**Problem description:** Would you transcribe each entry that follows word for word, minus the images?

++++++++

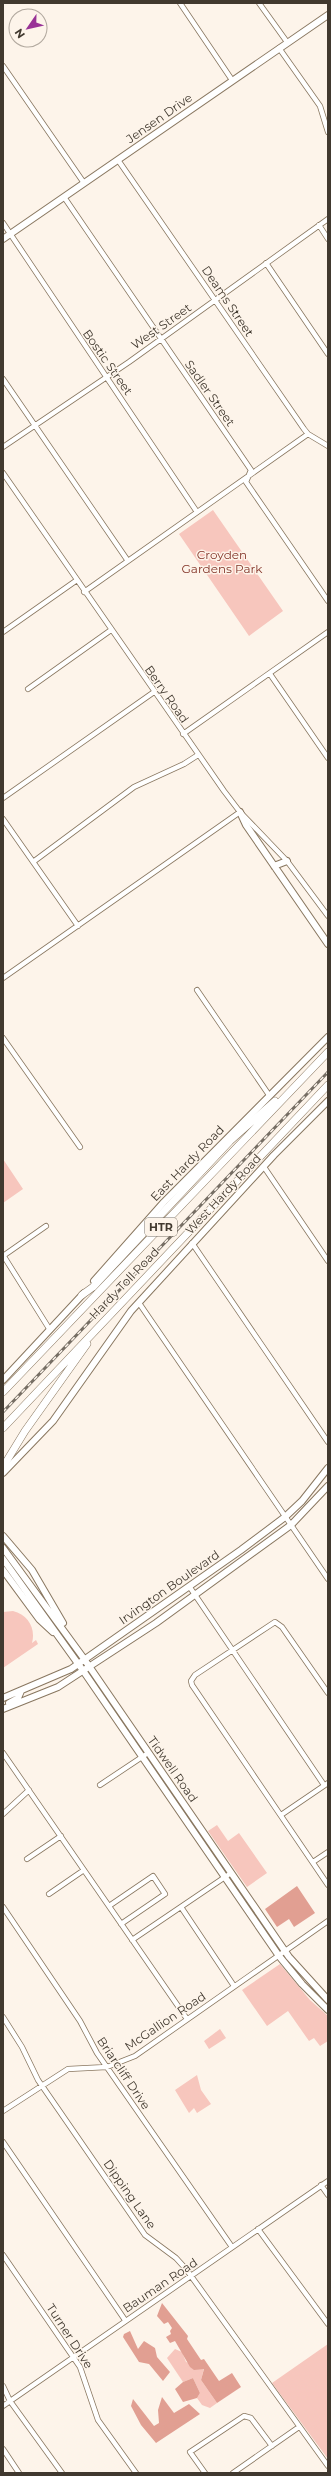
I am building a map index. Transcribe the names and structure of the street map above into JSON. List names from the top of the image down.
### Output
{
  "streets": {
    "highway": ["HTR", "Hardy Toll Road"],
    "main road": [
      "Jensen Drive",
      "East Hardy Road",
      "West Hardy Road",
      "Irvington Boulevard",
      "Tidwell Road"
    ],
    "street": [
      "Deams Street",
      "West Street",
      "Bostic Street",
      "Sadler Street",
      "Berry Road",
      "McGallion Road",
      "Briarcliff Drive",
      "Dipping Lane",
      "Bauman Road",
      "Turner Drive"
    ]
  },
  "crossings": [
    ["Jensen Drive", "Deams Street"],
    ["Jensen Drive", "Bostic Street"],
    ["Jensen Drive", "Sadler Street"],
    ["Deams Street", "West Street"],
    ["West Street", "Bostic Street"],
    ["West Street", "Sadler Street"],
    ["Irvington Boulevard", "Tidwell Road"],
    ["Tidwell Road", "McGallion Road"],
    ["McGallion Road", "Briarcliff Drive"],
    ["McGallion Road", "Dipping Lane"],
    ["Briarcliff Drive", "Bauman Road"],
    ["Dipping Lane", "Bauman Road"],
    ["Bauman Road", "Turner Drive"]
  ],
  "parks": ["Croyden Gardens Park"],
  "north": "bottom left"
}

++++++++

**Exercise output:**
I am building a map index. Transcribe the names and structure of the street map above into JSON. List names from the top of the image down.
### Output
{
  "streets": {
    "highway": ["HTR", "Hardy Toll Road"],
    "main road": [
      "Jensen Drive",
      "East Hardy Road",
      "West Hardy Road",
      "Irvington Boulevard",
      "Tidwell Road"
    ],
    "street": [
      "Deams Street",
      "West Street",
      "Bostic Street",
      "Sadler Street",
      "Berry Road",
      "McGallion Road",
      "Briarcliff Drive",
      "Dipping Lane",
      "Bauman Road",
      "Turner Drive"
    ]
  },
  "crossings": [
    ["Jensen Drive", "Deams Street"],
    ["Jensen Drive", "Bostic Street"],
    ["Jensen Drive", "Sadler Street"],
    ["Deams Street", "West Street"],
    ["West Street", "Bostic Street"],
    ["West Street", "Sadler Street"],
    ["Irvington Boulevard", "Tidwell Road"],
    ["Tidwell Road", "McGallion Road"],
    ["McGallion Road", "Briarcliff Drive"],
    ["McGallion Road", "Dipping Lane"],
    ["Briarcliff Drive", "Bauman Road"],
    ["Dipping Lane", "Bauman Road"],
    ["Bauman Road", "Turner Drive"]
  ],
  "parks": ["Croyden Gardens Park"],
  "north": "bottom left"
}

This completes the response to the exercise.